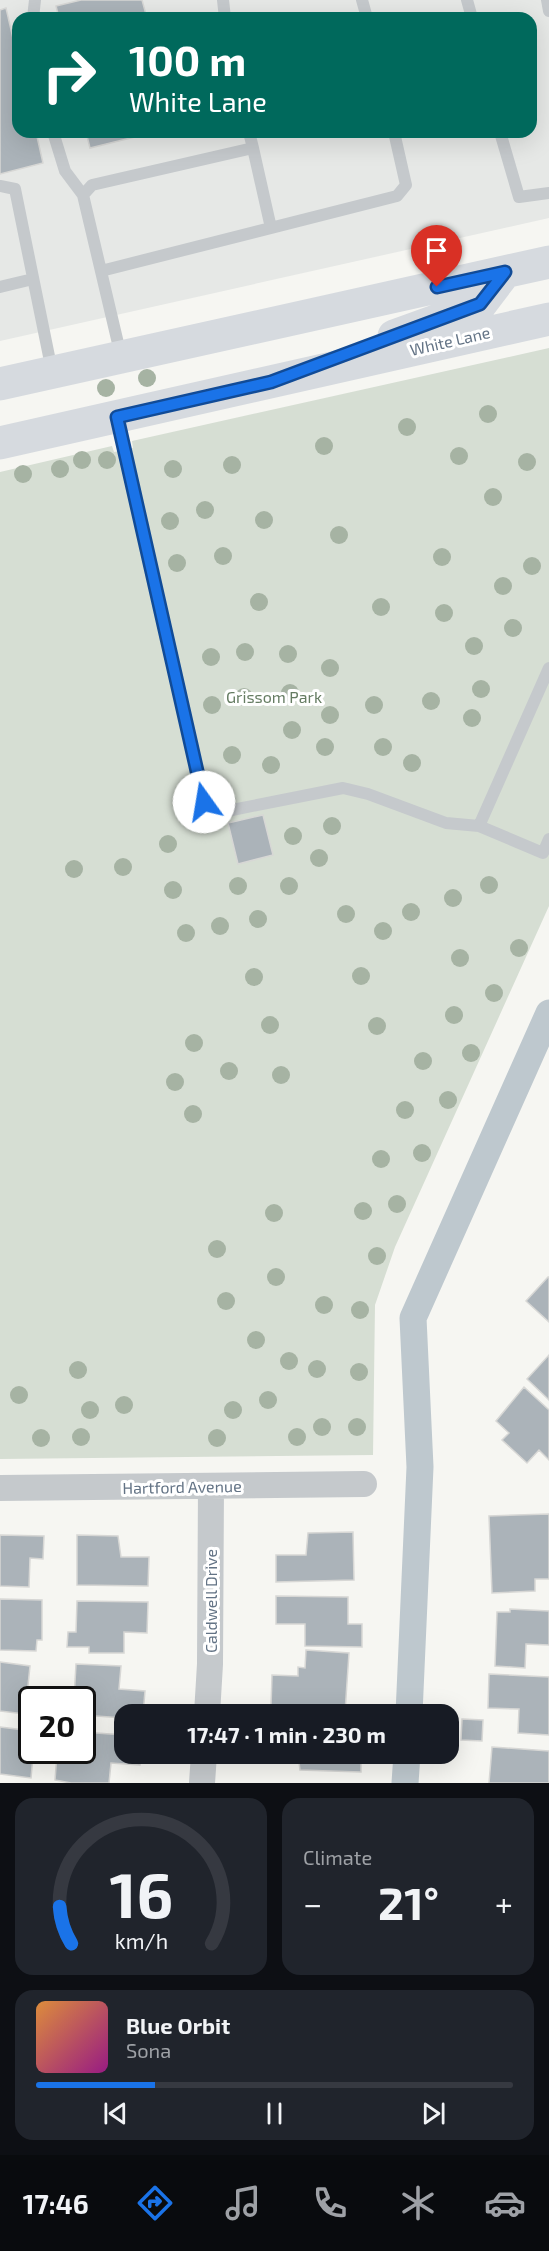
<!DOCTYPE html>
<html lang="en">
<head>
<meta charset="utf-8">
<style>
	body { margin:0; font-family:"Exo 2",sans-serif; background:#20242c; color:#f1f3f6; height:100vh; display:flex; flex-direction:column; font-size:22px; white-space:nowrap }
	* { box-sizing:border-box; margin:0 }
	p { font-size:20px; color:#9ea1a6 }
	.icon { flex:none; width:33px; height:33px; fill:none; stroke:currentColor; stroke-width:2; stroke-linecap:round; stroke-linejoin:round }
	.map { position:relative; height:1783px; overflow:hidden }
	.drawer { display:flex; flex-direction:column; gap:15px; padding:15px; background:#0d0f14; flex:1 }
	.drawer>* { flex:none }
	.banner { position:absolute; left:12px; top:12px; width:525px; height:126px; border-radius:18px; box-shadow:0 6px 24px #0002; background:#00695c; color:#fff; overflow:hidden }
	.speed { position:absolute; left:18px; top:1686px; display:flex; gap:12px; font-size:30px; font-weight:700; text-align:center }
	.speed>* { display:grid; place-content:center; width:78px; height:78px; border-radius:50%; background:#171b24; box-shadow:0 6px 24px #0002; line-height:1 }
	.speed .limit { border:3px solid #111; border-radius:9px; background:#fff; color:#111 }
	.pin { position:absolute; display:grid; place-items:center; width:51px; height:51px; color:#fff; margin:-62px -26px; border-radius:50% 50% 50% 0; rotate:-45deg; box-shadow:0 0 6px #0007 }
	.pin .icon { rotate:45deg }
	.me { position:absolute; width:66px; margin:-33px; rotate:347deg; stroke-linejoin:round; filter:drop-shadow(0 0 4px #0008) }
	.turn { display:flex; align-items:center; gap:21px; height:126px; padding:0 18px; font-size:27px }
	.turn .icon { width:78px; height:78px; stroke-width:2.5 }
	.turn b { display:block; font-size:42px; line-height:51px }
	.big { font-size:45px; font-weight:700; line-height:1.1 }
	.drawer .widget { flex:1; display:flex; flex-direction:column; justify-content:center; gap:9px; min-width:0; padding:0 21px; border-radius:18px; background:#20242c }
	.drawer .dial { align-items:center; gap:0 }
	.dial svg { height:156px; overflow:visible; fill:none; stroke:#363941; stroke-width:7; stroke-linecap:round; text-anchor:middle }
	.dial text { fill:#f1f3f6; stroke:none }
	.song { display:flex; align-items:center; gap:18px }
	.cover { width:72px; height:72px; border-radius:9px; background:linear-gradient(135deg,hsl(30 70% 55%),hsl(310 70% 35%)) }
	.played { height:6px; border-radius:3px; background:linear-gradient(90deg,#1a73e8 25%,#363941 25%) }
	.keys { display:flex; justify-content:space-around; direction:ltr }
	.heat { display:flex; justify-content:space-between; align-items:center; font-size:33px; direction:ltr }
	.drawer .tiles { flex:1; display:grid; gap:15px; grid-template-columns:1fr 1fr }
	.widget:last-child { grid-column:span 2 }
	.trip { position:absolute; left:114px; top:1704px; width:345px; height:60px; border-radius:18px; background:#171b24; box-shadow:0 6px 24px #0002; font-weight:700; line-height:60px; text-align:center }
	.tab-bar { display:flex; height:96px; justify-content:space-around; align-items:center; background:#090b0e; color:#9ea1a6 }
	.tab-bar .icon { width:42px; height:42px }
	.tab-bar .on { color:#1a73e8 }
	.tab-bar b { font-size:27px; color:#f1f3f6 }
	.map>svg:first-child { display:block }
</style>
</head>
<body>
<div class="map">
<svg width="549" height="1783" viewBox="0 0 549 1783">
	<rect width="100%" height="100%" fill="#f6f6f2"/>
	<!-- built -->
	<path fill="#e6e8e6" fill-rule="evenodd" d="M0,0H549V218L0,341ZM18,18H531V132H18Z"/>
	<!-- green -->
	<path fill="#d6ded3" d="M549,348V906L395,1247L375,1305L373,1455L0,1459V472L112,446L114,452L133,448L132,441Z"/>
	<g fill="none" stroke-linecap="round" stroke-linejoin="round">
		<!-- canal -->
		<path stroke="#bec8ce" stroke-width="27" d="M409,1714L420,1467L413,1318L549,1013
			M405,1783L407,1754"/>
	</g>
	<!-- building -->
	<path fill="#abb3b9" stroke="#d7d7d5" stroke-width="1.5" d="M81,0H142L147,18H59L56,6Z
		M6,8L18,60V132H36L43,163L0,174V10Z
		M86,132H155L90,148Z
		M263,815L273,855L238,864L228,823Z
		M548,1277H549V1322L526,1301Z
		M549,1355V1400L527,1379Z
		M524,1387L549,1410V1460L539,1450L527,1463L502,1440L509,1433L496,1421Z
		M549,1514V1579H535V1591L492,1593L489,1516Z
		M353,1532L354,1580L276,1582V1555H306L308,1533Z
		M0,1535L44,1536L43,1559L30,1558L29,1587L0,1586Z
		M77,1535L118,1536L121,1557H149L148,1586L77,1585Z
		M276,1596L348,1597V1624H362V1647L305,1646V1624H276Z
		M0,1599L42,1600V1640H37L36,1651L0,1650Z
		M77,1601L148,1602L147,1633L124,1632V1653H89V1647H67L68,1632H76Z
		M510,1609L549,1611V1645L526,1644L525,1668L495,1666L497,1612H510Z
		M306,1650L349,1653L345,1712L271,1707L272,1675L298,1676V1667L305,1668Z
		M0,1662L30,1666L25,1714L0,1711Z
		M76,1664L121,1666L119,1689L145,1691L143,1714H124V1718L82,1715V1700H74Z
		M489,1674L549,1677V1735L518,1733L519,1709L488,1708Z
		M299,1712L343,1714H298Z
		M462,1719L483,1720L482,1741L461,1740Z
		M0,1727L24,1730L21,1755L33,1756L31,1778L0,1774Z
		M82,1732L124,1735V1754H141L140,1765L111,1763L109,1783H71L55,1780L57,1755L69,1756L70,1750H82Z
		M492,1747L549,1751V1783H489Z
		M298,1754H361V1772L300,1770Z"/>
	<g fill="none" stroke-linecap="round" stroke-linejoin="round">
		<!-- lane -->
		<path stroke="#c5c9cc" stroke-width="12" d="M223,0L225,18
			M362,0L367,18
			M467,0L472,18
			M547,0L549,11
			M33,18L35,0
			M53,132L65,171L83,195
			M500,132L519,197L549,193
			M253,148L271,228
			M0,186L15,189L52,371
			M101,271L397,196L406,185L394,132
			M0,287L33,279
			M121,356L83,195L92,185L253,148L249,132
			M117,418L204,802L215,810L227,811L343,788L368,794L446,823L479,826
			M549,668L479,826L543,853L549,839"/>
		<!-- street -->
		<path stroke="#c5c9cc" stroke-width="26" d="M0,1488L364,1484
			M207,1714L210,1664L211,1486
			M202,1783L204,1754"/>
		<!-- secondary -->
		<path stroke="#d6dadf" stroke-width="33" d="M394,336L480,305L505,272
			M0,384L549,262
			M0,443L549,319"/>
	</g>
	<!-- trees -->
	<g fill="#a6b3a3">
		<circle cx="147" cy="378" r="9"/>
		<circle cx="106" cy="388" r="9"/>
		<circle cx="488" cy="414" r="9"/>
		<circle cx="407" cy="427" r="9"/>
		<circle cx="324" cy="446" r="9"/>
		<circle cx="459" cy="456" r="9"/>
		<circle cx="82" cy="460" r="9"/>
		<circle cx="107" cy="460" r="9"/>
		<circle cx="527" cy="462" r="9"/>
		<circle cx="232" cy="465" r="9"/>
		<circle cx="60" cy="469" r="9"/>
		<circle cx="173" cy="469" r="9"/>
		<circle cx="23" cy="474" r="9"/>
		<circle cx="493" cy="497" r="9"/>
		<circle cx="205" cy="510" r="9"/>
		<circle cx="264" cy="520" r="9"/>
		<circle cx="170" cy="521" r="9"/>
		<circle cx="339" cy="535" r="9"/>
		<circle cx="223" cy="556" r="9"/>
		<circle cx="442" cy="557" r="9"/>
		<circle cx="177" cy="563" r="9"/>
		<circle cx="532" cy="566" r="9"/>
		<circle cx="503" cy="586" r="9"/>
		<circle cx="259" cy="602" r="9"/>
		<circle cx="381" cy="607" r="9"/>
		<circle cx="444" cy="613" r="9"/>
		<circle cx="513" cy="628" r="9"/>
		<circle cx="474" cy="646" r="9"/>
		<circle cx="245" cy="652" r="9"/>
		<circle cx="288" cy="654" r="9"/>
		<circle cx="211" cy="657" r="9"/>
		<circle cx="330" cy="668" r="9"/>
		<circle cx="481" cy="689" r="9"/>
		<circle cx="290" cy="693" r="9"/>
		<circle cx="244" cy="697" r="9"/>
		<circle cx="431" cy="701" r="9"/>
		<circle cx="212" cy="705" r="9"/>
		<circle cx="374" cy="705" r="9"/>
		<circle cx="330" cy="715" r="9"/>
		<circle cx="472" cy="718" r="9"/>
		<circle cx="292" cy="730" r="9"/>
		<circle cx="325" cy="747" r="9"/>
		<circle cx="383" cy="747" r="9"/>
		<circle cx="232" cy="755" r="9"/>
		<circle cx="412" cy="763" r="9"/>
		<circle cx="271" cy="765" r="9"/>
		<circle cx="332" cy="826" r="9"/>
		<circle cx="293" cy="836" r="9"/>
		<circle cx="168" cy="844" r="9"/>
		<circle cx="319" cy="858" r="9"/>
		<circle cx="123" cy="867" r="9"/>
		<circle cx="74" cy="869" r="9"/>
		<circle cx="489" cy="885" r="9"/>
		<circle cx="238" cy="886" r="9"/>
		<circle cx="289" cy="886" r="9"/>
		<circle cx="173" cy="890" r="9"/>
		<circle cx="453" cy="898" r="9"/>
		<circle cx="411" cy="912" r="9"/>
		<circle cx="346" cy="914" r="9"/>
		<circle cx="258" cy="919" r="9"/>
		<circle cx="220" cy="926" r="9"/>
		<circle cx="383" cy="931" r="9"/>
		<circle cx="186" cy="933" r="9"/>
		<circle cx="519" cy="948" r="9"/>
		<circle cx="460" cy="958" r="9"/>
		<circle cx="361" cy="976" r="9"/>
		<circle cx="254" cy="977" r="9"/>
		<circle cx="494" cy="993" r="9"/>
		<circle cx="454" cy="1015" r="9"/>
		<circle cx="270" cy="1025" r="9"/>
		<circle cx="377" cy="1026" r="9"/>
		<circle cx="194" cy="1043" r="9"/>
		<circle cx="471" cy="1053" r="9"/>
		<circle cx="423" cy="1061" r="9"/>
		<circle cx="229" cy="1071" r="9"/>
		<circle cx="281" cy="1075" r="9"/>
		<circle cx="175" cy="1082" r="9"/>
		<circle cx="448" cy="1100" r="9"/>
		<circle cx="405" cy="1110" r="9"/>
		<circle cx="193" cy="1114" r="9"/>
		<circle cx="422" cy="1153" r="9"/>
		<circle cx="381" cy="1159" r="9"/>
		<circle cx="397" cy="1204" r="9"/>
		<circle cx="363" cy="1211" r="9"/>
		<circle cx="274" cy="1213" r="9"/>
		<circle cx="217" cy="1249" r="9"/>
		<circle cx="377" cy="1256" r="9"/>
		<circle cx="276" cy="1277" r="9"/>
		<circle cx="226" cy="1301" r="9"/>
		<circle cx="324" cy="1305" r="9"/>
		<circle cx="360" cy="1310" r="9"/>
		<circle cx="256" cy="1340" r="9"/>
		<circle cx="289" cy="1361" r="9"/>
		<circle cx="317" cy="1369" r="9"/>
		<circle cx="78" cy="1370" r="9"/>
		<circle cx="359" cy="1372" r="9"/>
		<circle cx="19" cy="1395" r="9"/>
		<circle cx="268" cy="1400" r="9"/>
		<circle cx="124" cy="1405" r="9"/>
		<circle cx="90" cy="1410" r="9"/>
		<circle cx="233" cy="1410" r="9"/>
		<circle cx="322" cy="1427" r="9"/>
		<circle cx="357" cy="1427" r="9"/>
		<circle cx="81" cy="1437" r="9"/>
		<circle cx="297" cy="1437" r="9"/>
		<circle cx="41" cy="1438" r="9"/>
		<circle cx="217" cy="1438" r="9"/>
	</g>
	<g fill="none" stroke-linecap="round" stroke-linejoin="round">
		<!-- route casing -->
		<g stroke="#114b97" stroke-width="15">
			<path id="route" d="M204,802L117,417L271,382L480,304L505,272L437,287"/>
		</g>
		<!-- route -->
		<use href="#route" stroke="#1a73e8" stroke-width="10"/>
	</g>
	<g text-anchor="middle" stroke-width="6" stroke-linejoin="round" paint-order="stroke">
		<!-- street labels -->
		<g font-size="16" fill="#637385" stroke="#fff">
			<text transform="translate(450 341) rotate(-13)" y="6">White Lane</text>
			<text transform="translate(182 1487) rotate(-1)" y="6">Hartford Avenue</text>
			<text transform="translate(211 1601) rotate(-90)" y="6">Caldwell Drive</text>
		</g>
		<!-- park labels -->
		<g font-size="16" fill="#657c62" stroke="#fff">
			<text x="274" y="703">Grissom Park</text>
		</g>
	</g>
</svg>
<div class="speed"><div class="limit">20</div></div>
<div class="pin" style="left:437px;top:287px;background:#d93025"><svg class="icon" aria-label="arrive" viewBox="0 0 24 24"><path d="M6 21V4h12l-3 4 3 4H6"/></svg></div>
<svg class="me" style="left:204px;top:802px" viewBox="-20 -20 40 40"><circle r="19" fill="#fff"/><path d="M0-13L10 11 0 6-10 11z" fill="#1a73e8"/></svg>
<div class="trip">17:47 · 1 min · 230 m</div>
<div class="banner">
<div class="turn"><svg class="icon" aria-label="right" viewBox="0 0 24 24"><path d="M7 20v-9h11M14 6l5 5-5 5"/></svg><div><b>100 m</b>White Lane</div></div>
</div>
</div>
<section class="drawer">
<div class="tiles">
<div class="widget dial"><svg viewBox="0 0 100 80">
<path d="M14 69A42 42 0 1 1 86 69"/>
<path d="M14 69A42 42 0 0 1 8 50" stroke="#1a73e8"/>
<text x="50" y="56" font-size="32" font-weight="700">16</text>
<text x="50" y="72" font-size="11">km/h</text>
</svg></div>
<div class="widget"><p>Climate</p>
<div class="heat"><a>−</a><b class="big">21°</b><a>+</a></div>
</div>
<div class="widget">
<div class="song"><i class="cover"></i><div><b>Blue Orbit</b><p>Sona</p></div></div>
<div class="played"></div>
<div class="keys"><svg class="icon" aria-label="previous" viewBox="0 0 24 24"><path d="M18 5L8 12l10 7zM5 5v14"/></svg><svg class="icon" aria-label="pause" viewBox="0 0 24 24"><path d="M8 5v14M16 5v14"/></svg><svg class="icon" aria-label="next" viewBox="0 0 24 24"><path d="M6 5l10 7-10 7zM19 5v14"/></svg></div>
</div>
</div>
</section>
<nav class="tab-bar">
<b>17:46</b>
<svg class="icon on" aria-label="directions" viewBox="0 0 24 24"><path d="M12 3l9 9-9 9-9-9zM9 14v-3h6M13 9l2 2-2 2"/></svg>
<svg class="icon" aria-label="music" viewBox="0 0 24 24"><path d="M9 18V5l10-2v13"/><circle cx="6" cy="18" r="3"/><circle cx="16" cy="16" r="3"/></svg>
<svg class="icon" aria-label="phone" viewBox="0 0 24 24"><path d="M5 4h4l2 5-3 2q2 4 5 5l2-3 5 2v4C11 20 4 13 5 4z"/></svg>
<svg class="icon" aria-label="climate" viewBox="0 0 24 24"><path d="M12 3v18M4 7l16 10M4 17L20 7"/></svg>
<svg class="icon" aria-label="car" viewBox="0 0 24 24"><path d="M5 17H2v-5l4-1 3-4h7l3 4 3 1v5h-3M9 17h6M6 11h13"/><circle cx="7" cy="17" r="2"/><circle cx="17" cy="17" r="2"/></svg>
</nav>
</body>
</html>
★ ★ ★ ★
→ **Exercise description**
Whenever a line of the material above contains the string "cover", copy that line out.

→ **Result for this exercise**
	.cover { width:72px; height:72px; border-radius:9px; background:linear-gradient(135deg,hsl(30 70% 55%),hsl(310 70% 35%)) }
<div class="song"><i class="cover"></i><div><b>Blue Orbit</b><p>Sona</p></div></div>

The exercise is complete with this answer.